What I've learnt over the past 7 years is that I really don't need much to be able to work. Not to be able to produce the work that I do anyway. I need some big windows covered in ripstop fabric for soft and natural light, a plain white backdrop wall and white floor... and that is it. I choose to have basic wooden/white toys for the babies, and couple of other props lie about in there but parents book me to take photos of their babies, the details, the looks, the beautiful little THEM.
My point is that it's not easy in the tiny room without much space to move around but I know the angles pretty well by now. I know where to place baby and I know how to get beautiful catchlights in their eyes by getting them to look a certain direction- once you know the light and the room things get much easier.
Shooting almost exclusively on white however is another matter. Firstly do you have any idea how often I scrub that floor with bleach? Before every session. Not just because of our lovely friend Covid-19 but becuase that is the easiest way to keep it white. The walls mark, the curtains get grubby and I spend half of the time trying to get footprints off of the white floor.
Secondly is the more technical aspect of it- the white balance. You may be familiar with what this is but if not... the white balance of a room is basically how warm/cold something looks. Ideally it will stay the same, but throughout the day whilst using natural light this does change- if the sun is behind a cloud then it is cooler than when it is out, sunset has a soft orange glow compared to bright morning light.
So I find myself adjusting this to make sure there is a lovely consistency to all of my images. Keeping things 'white' really means just making sure that all of the neutrals have then same balance.
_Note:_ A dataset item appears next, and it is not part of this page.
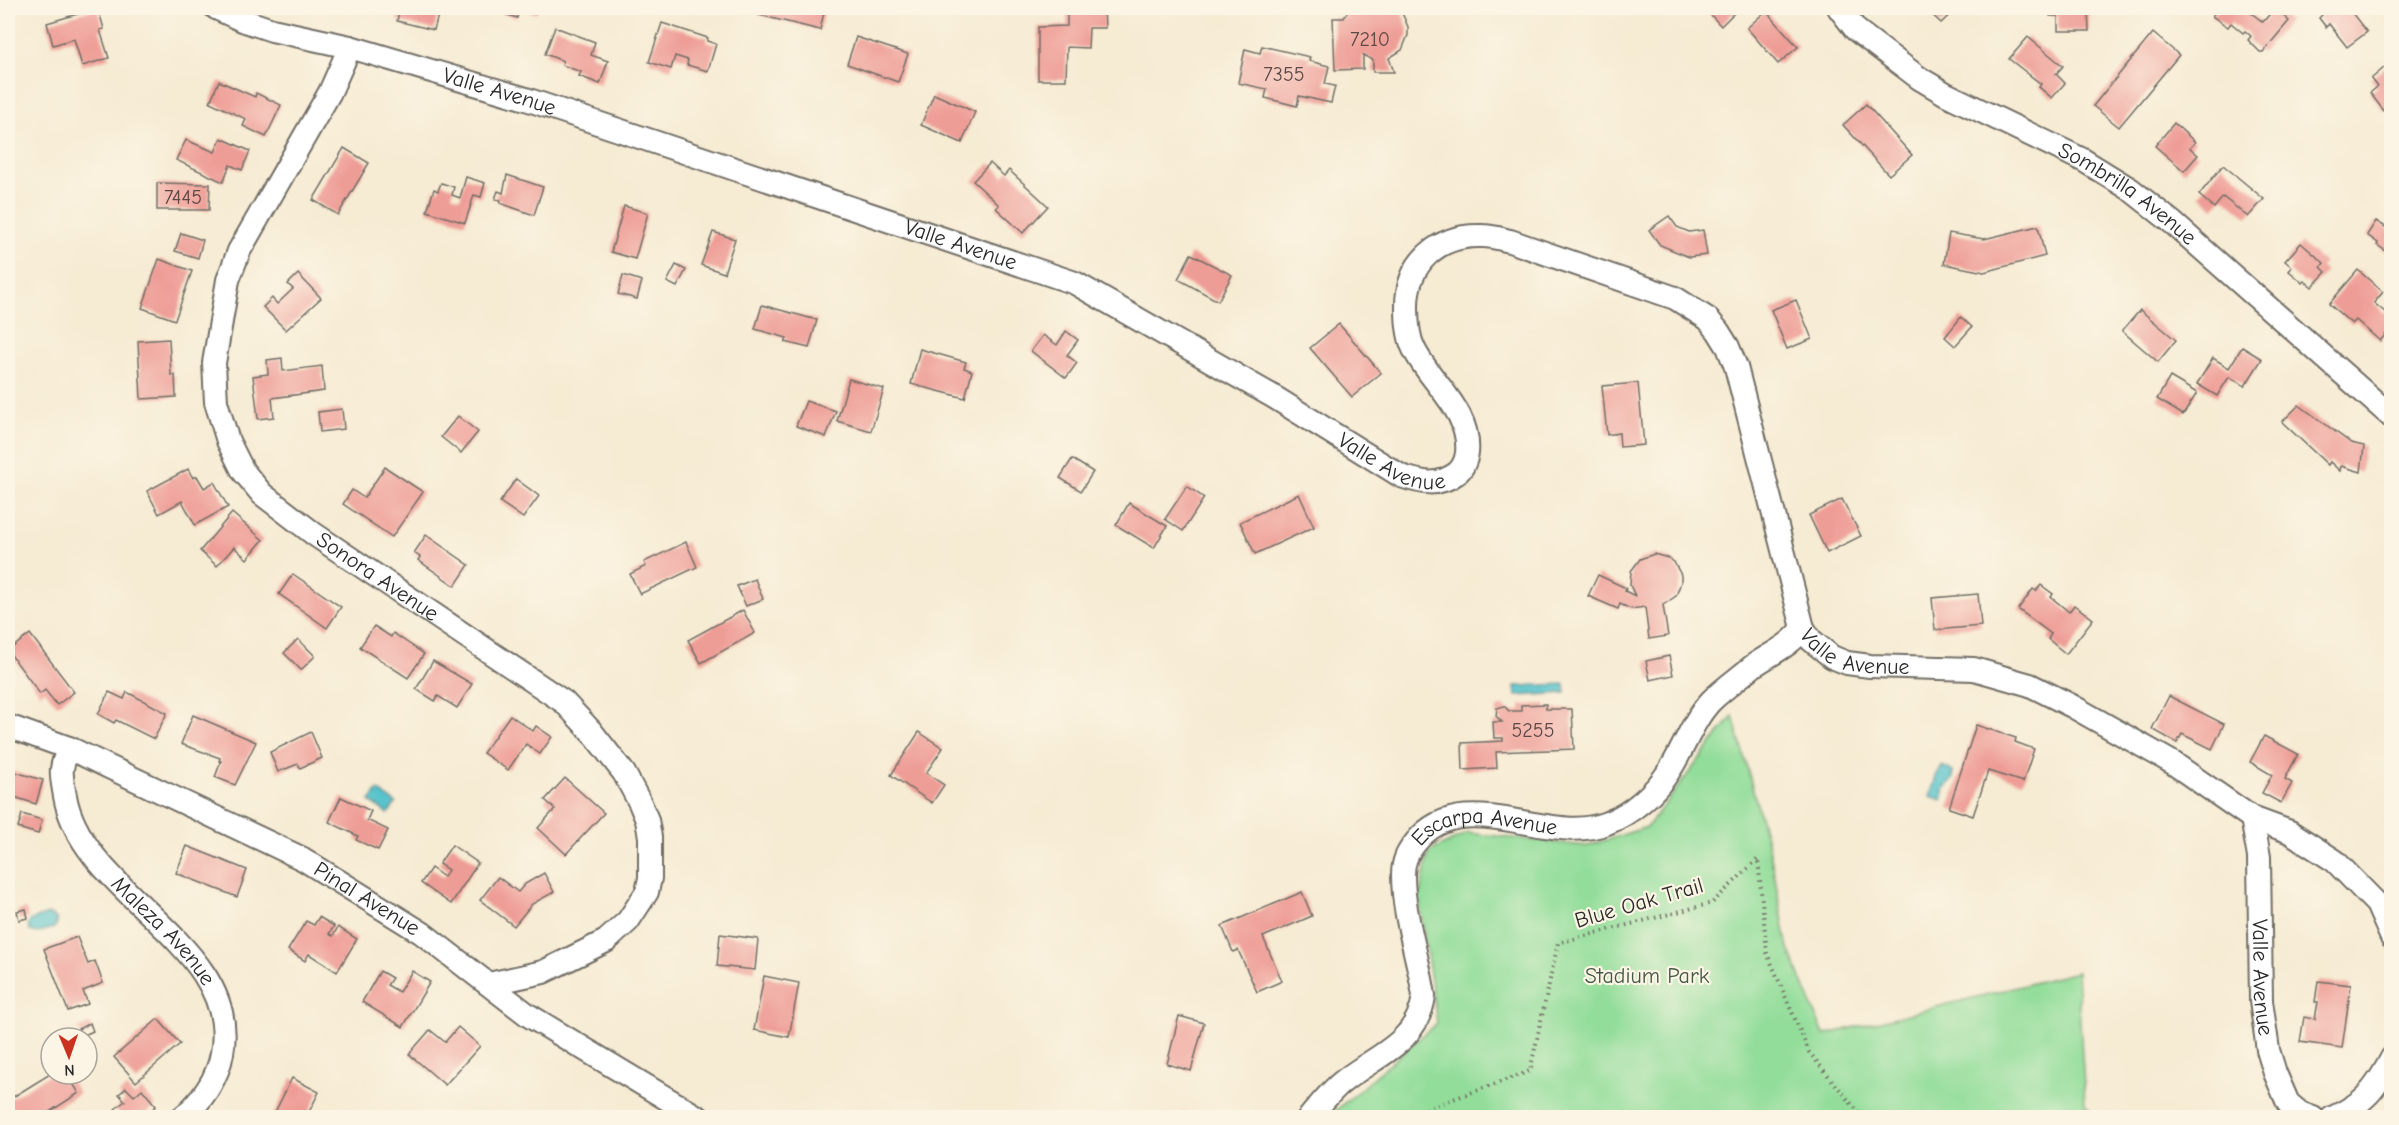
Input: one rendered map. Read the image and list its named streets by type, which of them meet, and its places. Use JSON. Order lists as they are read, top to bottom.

Photographers who use studio lighting have an easier job when it comes to white balance (and in fact, lighting a subject as they can just move their lights- I can't exactly move a window) as the light colour is always the same and always consistent, however I personally feel that natural light is SO hard to mimick and I have always been in love with the softness and the natural feel it gives photos.
Colour casts can also be a problem too- wear a bring colour e.g. red or yellow and I can guarentee that your skin will have a colour glow reflecting your clothes! This is another reason why I advise wearing neutrals (but mostly it's because white on white is my favourite thing ever!).